One of the measure's chief backers is the International Council of Shopping Centers, which represents thousands of smaller retail mall owners struggling with high debt loads, shrinking property values and scarce bank financing for tenant improvements.
Others doubt the measure would do much to fill in the financing gaps left by lenders, especially in areas where community banks -- traditionally the go-to resource for smaller retail developments -- were themselves too invested in real estate. Many banks are only now recovering from the real estate bubble bursting.
The measure comes as an estimated $1.4 trillion in commercial property loans coming due by 2014 are worth less than what is owed on them, according to the congressional panel overseeing the U.S. Treasury's Troubled Asset Relief Program.
Touted as a bipartisan "private sector solution" to the problem that avoids direct government bailouts, the CRE Act proposes to allow investors in troubled commercial assets to reap an immediate bonus depreciation of up to 50 percent (or $10 million, whichever is less) on equity sunk into "underwater" properties -- if at least 80 percent of the cash is used to pay down a property's debt load and restructure the mortgages.
The remaining 20 percent can be used for property rehabilitation, such as making it energy-efficient or sprucing it up to attract new tenants in an ultra-competitive marketplace.

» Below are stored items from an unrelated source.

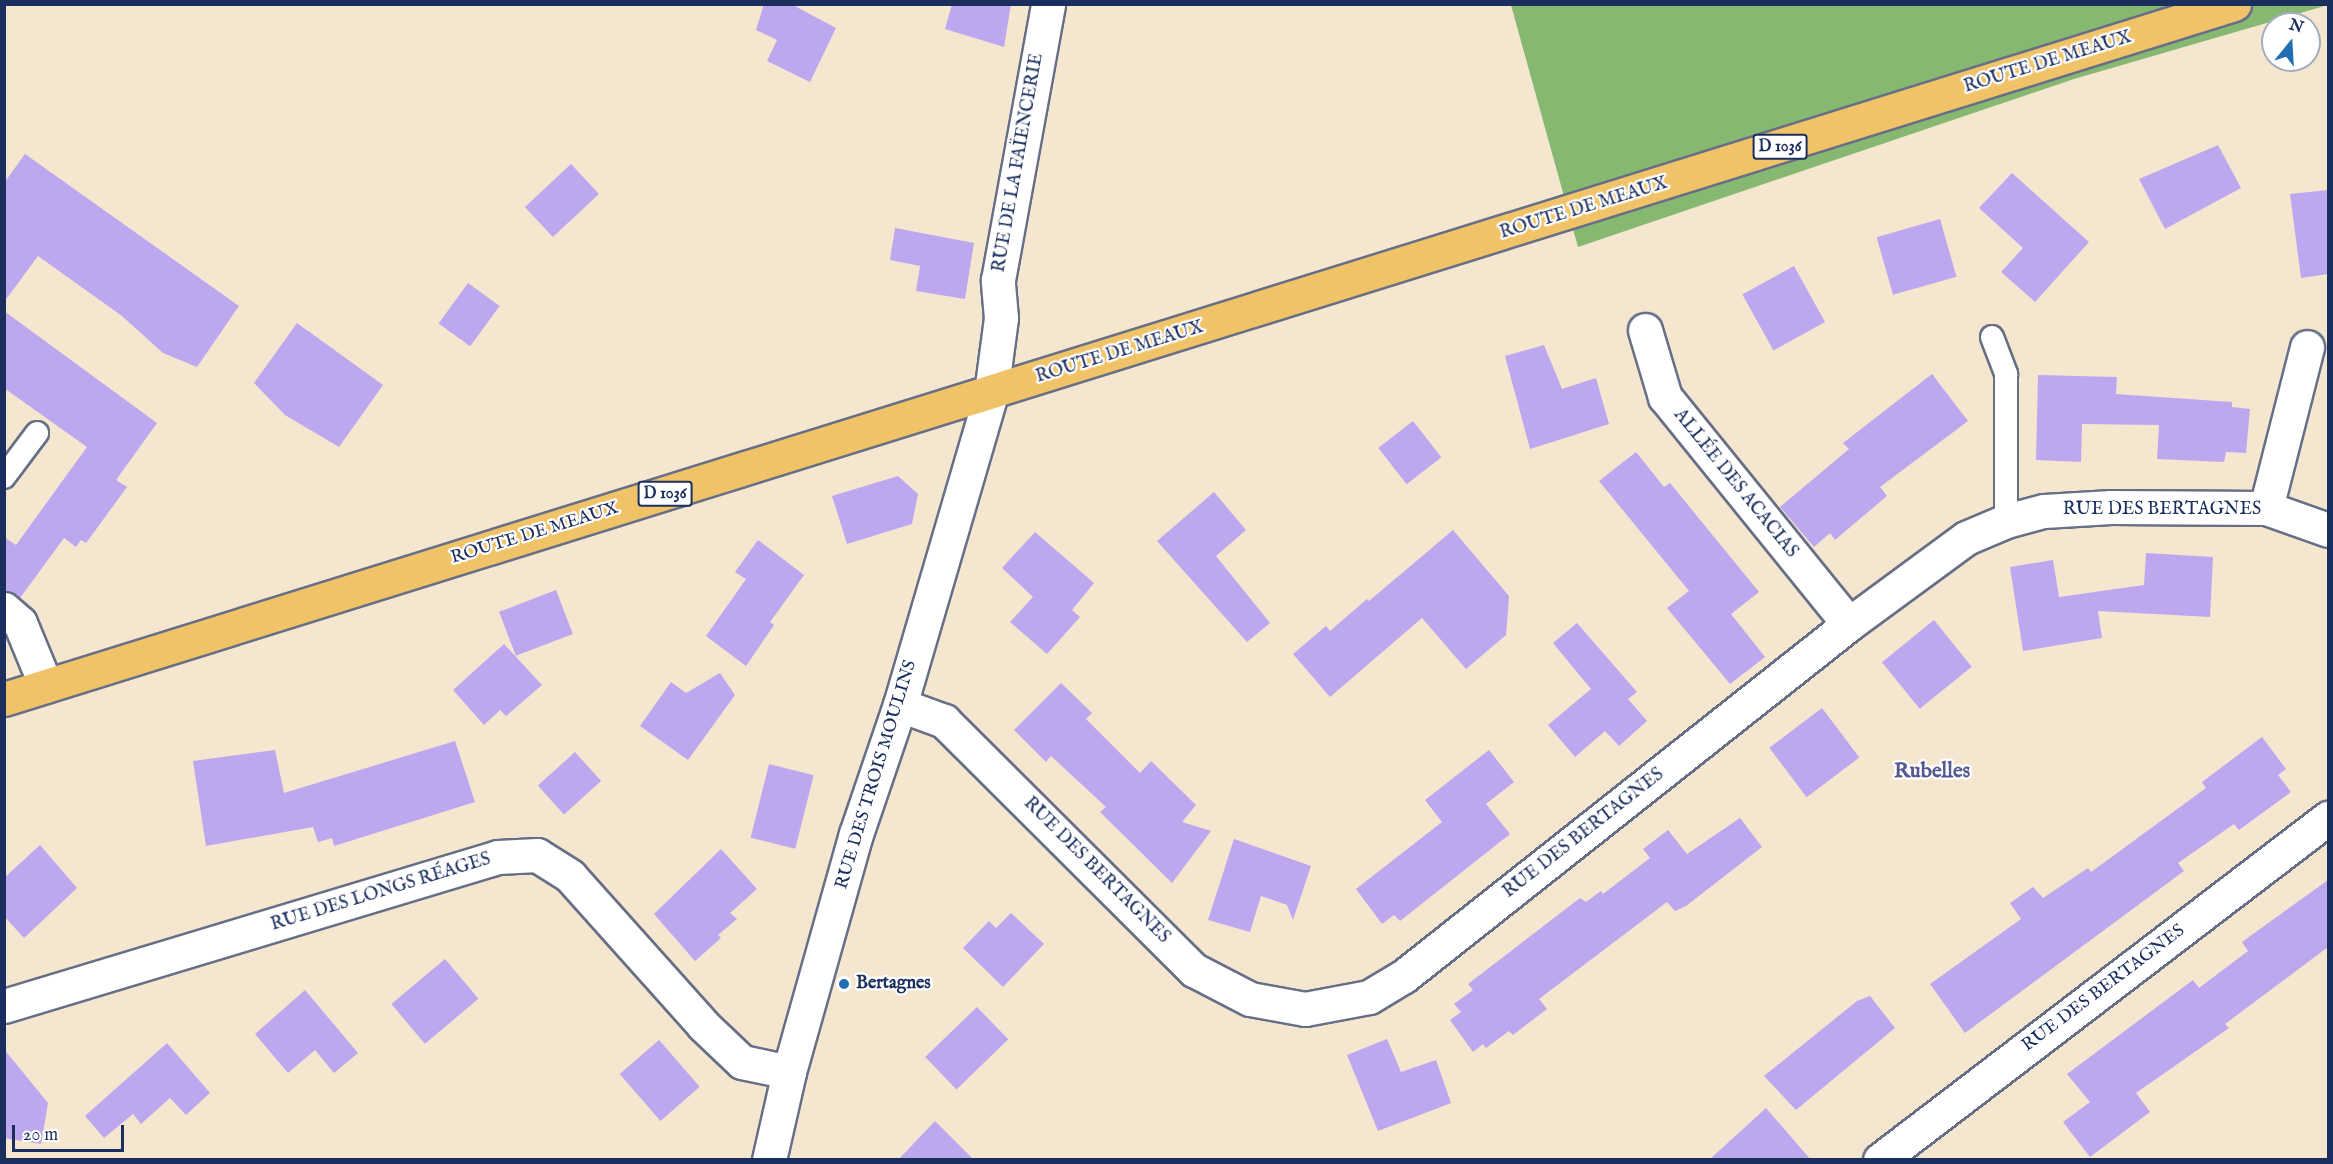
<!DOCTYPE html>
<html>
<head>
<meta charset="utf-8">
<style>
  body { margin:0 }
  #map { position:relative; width:2333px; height:1164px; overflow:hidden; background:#f5e6cf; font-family:"IM FELL English",serif }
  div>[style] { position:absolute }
  .forest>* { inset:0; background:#86b872 }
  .building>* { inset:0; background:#bda8ef; transform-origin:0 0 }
  .roads { filter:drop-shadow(2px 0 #676f86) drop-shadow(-2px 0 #676f86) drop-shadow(0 2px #676f86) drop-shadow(0 -2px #676f86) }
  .lane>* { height:22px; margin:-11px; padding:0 11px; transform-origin:11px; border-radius:11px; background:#fff }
  .street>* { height:33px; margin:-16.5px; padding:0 16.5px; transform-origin:16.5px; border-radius:16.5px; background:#fff }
  .primary>* { height:33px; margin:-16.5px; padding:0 16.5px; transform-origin:16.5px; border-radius:16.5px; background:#f1c369 }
  .dots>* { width:16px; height:16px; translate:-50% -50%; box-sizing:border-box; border:3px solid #fff; border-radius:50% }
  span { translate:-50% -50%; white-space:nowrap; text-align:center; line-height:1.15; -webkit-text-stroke:4.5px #fff; paint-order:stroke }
  .shield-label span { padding:2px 4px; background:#fff; border:2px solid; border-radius:4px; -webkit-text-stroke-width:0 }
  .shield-label { font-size:16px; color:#1b2f5e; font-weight:700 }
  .street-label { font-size:18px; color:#1b2f5e }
  .poi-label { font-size:18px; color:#1b2f5e; font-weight:700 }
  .left { translate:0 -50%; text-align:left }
  .quarter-label { font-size:21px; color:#545991; font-weight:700 }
  .frame { position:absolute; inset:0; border:6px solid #1b2f5e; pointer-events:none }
  .north { position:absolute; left:2261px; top:12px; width:60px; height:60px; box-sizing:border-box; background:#fff; border:2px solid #a4acbf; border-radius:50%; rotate:18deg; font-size:16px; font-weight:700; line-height:24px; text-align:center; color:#1b2f5e }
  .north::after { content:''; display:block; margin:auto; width:21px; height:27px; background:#1f6fb2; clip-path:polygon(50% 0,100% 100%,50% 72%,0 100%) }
  .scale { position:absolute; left:12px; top:1125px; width:112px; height:27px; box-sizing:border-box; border:3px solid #1b2f5e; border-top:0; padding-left:8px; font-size:18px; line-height:21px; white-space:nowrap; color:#1b2f5e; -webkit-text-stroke:4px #fff; paint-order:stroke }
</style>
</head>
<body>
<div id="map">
  <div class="forest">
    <i style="clip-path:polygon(1511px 5px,2328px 4px,2328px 5px,2074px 79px,1578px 247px)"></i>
  </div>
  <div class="building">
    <i style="clip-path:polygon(764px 4px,791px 4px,836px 28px,810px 82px,767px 61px,777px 40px,756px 30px)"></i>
    <i style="clip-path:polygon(952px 4px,1011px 4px,1004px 47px,945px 29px)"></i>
    <i style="clip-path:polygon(2218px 145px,2241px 188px,2165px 229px,2139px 179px)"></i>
    <i style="clip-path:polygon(25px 154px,239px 306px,197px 367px,163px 353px,122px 316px,38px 256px,4px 302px,4px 183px)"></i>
    <i style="left:571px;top:164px;width:41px;height:63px;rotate:47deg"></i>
    <i style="clip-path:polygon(2012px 173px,2089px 242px,2035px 302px,2001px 272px,2023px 248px,1979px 208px)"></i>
    <i style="clip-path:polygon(2328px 190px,2328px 274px,2301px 278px,2290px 194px)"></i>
    <i style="left:1940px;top:219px;width:60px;height:66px;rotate:74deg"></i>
    <i style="clip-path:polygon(895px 228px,974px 243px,965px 299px,916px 291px,920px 266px,890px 260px)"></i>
    <i style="left:1794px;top:266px;width:64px;height:59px;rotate:61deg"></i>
    <i style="left:468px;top:283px;width:39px;height:50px;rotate:36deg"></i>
    <i style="clip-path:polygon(4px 311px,157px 423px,116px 480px,127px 487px,86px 543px,81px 540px,76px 547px,64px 538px,20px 598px,4px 591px,4px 537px,16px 545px,87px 447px,4px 388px)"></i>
    <i style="clip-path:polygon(297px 323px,383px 385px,339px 447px,285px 415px,254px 383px)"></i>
    <i style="clip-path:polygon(1544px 345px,1562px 389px,1596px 378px,1609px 424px,1530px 449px,1505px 356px)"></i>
    <i style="clip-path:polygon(1932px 374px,1968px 421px,1880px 487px,1887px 496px,1835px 540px,1830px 533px,1814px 547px,1780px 507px,1849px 449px,1843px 443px)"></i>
    <i style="clip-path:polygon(2038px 375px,2117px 377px,2116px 394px,2232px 402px,2232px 407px,2250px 409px,2246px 453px,2226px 452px,2224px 462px,2157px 459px,2159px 425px,2082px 424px,2081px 462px,2036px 460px)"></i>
    <i style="left:1413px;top:421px;width:46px;height:44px;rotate:52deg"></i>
    <i style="clip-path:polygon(1636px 452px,1664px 487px,1670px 483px,1759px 592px,1731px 614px,1765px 657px,1730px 684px,1667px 608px,1689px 591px,1599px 481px)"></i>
    <i style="clip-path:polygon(898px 476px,918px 494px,912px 524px,847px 544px,832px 496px)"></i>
    <i style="clip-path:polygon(1214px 492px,1246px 530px,1216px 556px,1270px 623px,1247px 642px,1157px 541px)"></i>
    <i style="clip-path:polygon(1453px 530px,1509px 596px,1506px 635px,1466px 669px,1422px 618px,1330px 697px,1293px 654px,1326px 626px,1330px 631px,1367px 599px,1369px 601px)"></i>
    <i style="clip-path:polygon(1035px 532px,1094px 583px,1072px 610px,1080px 617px,1047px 654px,1010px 622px,1033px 597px,1002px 568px)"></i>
    <i style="clip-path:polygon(758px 540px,804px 575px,770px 622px,774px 625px,746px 666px,706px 636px,746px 579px,735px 572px)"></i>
    <i style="clip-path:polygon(2146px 553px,2213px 557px,2210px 617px,2098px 611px,2102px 638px,2023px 651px,2010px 567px,2053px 560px,2059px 597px,2144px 585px)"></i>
    <i style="left:556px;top:590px;width:47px;height:61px;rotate:69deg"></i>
    <i style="left:1934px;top:620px;width:60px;height:67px;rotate:51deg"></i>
    <i style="clip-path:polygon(1577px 623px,1637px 692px,1628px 699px,1647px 721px,1619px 746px,1605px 731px,1575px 757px,1548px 725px,1591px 689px,1553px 643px)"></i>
    <i style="clip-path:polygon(504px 644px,542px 685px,506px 716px,500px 710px,484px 725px,453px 690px)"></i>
    <i style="clip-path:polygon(720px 673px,735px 695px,688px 760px,640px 726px,671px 682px,686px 693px)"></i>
    <i style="clip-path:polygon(1061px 683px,1092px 713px,1086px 719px,1140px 773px,1151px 761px,1196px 805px,1182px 822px,1211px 831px,1172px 883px,1100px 812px,1106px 807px,1051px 756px,1046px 762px,1014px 730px)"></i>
    <i style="left:1822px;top:708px;width:62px;height:66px;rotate:53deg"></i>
    <i style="clip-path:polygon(2262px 737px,2286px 769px,2278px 775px,2291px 792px,2239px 830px,2234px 824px,2178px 863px,2184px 871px,1965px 1033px,1930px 984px,2021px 919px,2010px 903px,2033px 887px,2043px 898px,2088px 868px,2091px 872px,2206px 788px,2202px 782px)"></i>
    <i style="clip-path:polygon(455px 741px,475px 802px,334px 846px,332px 838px,318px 842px,313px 827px,206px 846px,193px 761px,275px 750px,284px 793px)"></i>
    <i style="clip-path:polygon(1489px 750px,1514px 782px,1486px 804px,1510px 834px,1400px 921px,1394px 915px,1382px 924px,1356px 889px,1442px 822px,1425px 800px)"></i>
    <i style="left:575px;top:752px;width:39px;height:50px;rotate:48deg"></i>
    <i style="left:769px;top:764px;width:46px;height:76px;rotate:14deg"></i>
    <i style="clip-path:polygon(1740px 818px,1762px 847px,1686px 906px,1675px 911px,1667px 902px,1539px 999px,1547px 1009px,1513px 1035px,1509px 1031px,1486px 1048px,1483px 1044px,1473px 1052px,1450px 1020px,1461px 1012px,1454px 1004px,1473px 990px,1468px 984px,1580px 898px,1586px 902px,1601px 891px,1603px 894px,1650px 858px,1643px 849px,1668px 830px,1687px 854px)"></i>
    <i style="clip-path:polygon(1234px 839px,1311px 866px,1293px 920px,1287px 905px,1261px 896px,1250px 932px,1208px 920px)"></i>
    <i style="clip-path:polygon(40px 845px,77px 888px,24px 938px,4px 916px,4px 878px)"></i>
    <i style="clip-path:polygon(721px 849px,757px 889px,730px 913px,737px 919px,718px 935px,721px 938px,695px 961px,654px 914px)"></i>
    <i style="clip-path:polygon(2328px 880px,2328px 947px,2225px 1024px,2229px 1028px,2136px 1093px,2150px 1112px,2090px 1157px,2063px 1122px,2090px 1102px,2067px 1074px,2193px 980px,2199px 988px,2248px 951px,2242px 942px)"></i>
    <i style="clip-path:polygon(1011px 913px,1044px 944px,1003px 987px,963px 948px,989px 921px,996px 928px)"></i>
    <i style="left:445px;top:959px;width:52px;height:70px;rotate:50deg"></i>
    <i style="clip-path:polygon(305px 990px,358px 1053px,334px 1073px,315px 1050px,288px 1073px,255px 1034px)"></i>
    <i style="clip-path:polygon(1870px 996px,1895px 1028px,1796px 1110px,1764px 1076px,1857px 1001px)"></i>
    <i style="left:977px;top:1007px;width:45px;height:72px;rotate:46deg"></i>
    <i style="clip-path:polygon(1387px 1039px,1401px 1072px,1436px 1060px,1451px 1103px,1378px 1131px,1347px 1055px)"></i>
    <i style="left:659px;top:1040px;width:62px;height:52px;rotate:49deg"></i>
    <i style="clip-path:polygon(167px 1043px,210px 1093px,186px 1115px,170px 1098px,141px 1124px,133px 1114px,104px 1138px,85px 1116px)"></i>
    <i style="clip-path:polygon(4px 1049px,48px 1103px,41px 1144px,4px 1138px)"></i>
    <i style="clip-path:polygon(1766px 1108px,1811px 1160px,1709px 1160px)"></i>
    <i style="clip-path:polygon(935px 1121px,974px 1160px,898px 1160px)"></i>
  </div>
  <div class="roads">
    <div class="lane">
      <i style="left:1992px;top:337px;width:40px;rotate:69deg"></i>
      <i style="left:2006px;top:374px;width:147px;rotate:90deg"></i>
      <i style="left:4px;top:477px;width:55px;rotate:-53.1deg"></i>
    </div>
    <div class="street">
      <i style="left:1645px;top:330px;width:70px;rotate:73.4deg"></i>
      <i style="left:1665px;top:397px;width:292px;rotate:51deg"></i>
      <i style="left:2266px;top:508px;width:166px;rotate:-75.7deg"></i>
      <i style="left:4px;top:609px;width:21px;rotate:41deg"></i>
      <i style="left:20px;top:623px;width:68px;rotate:67.6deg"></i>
      <i style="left:900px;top:705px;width:47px;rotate:20deg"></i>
      <i style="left:944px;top:721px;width:353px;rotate:44.9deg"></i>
      <i style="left:1194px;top:970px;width:63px;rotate:27.4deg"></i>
      <i style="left:1250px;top:999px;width:56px;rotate:10.3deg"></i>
      <i style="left:1305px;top:1009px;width:65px;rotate:-10.6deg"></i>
      <i style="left:1369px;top:997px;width:41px;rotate:-31deg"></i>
      <i style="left:1404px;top:976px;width:567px;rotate:-38.34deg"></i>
      <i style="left:1849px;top:624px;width:145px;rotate:-36.3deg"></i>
      <i style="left:1966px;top:538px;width:43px;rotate:-23deg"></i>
      <i style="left:2006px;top:521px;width:39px;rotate:-15deg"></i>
      <i style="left:2044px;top:511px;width:67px;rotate:-3.4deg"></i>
      <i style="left:2111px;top:507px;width:155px;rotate:0.4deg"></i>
      <i style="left:2266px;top:508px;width:66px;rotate:19.5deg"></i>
      <i style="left:4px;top:1006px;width:516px;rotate:-16.78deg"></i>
      <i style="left:498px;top:857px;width:39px;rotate:-3deg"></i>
      <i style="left:537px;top:855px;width:39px;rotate:32deg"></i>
      <i style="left:570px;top:876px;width:200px;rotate:48.2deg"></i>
      <i style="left:703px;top:1025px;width:54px;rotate:43.5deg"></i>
      <i style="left:742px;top:1062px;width:48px;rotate:12deg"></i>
      <i style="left:769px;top:1160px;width:90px;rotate:-77.2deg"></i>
      <i style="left:789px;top:1072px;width:247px;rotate:-74.3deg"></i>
      <i style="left:856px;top:834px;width:136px;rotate:-71.2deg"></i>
      <i style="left:900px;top:705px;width:325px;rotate:-73.7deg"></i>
      <i style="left:991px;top:393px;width:76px;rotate:-82.4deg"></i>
      <i style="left:1001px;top:318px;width:38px;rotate:-95deg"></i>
      <i style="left:998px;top:280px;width:280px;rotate:-79.7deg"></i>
      <i style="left:1880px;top:1160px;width:564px;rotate:-37.36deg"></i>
    </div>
    <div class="primary">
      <i style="left:4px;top:699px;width:2336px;rotate:-17.31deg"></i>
    </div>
  </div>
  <div class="dots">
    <i style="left:844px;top:984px;background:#1f6fb2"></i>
  </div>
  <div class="shield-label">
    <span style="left:1780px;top:147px">D 1036</span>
    <span style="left:665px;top:494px">D 1036</span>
  </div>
  <div class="street-label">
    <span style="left:2048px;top:63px;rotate:-17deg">ROUTE DE MEAUX</span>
    <span style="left:1019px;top:163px;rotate:-80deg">RUE DE LA FAÏENCERIE</span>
    <span style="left:1584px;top:209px;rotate:-17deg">ROUTE DE MEAUX</span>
    <span style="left:1120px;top:353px;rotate:-17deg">ROUTE DE MEAUX</span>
    <span style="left:1735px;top:484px;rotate:51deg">ALLÉE DES ACACIAS</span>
    <span style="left:2162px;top:510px">RUE DES BERTAGNES</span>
    <span style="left:535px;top:534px;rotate:-17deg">ROUTE DE MEAUX</span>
    <span style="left:877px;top:775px;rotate:-73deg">RUE DES TROIS MOULINS</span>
    <span style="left:1584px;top:834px;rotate:-38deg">RUE DES BERTAGNES</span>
    <span style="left:1096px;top:871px;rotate:45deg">RUE DES BERTAGNES</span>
    <span style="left:381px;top:893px;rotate:-17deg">RUE DES LONGS RÉAGES</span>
    <span style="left:2104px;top:989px;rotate:-37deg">RUE DES BERTAGNES</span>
  </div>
  <div class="poi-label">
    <span class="left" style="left:856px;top:984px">Bertagnes</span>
  </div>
  <div class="quarter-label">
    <span style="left:1932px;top:772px">Rubelles</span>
  </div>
  <div class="frame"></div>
  <div class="north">N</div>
  <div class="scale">20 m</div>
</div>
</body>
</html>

Berkley, whose district includes Las Vegas -- the city probably hardest-hit by the collapse of the real estate bubble -- says the bill "gives an attractive incentive for new investments in shopping centers, office buildings, malls and other commercial real estate." The goal, he said, is to "encourage businesses to seek out private sector sources of funding for their commercial property by providing them an incentive."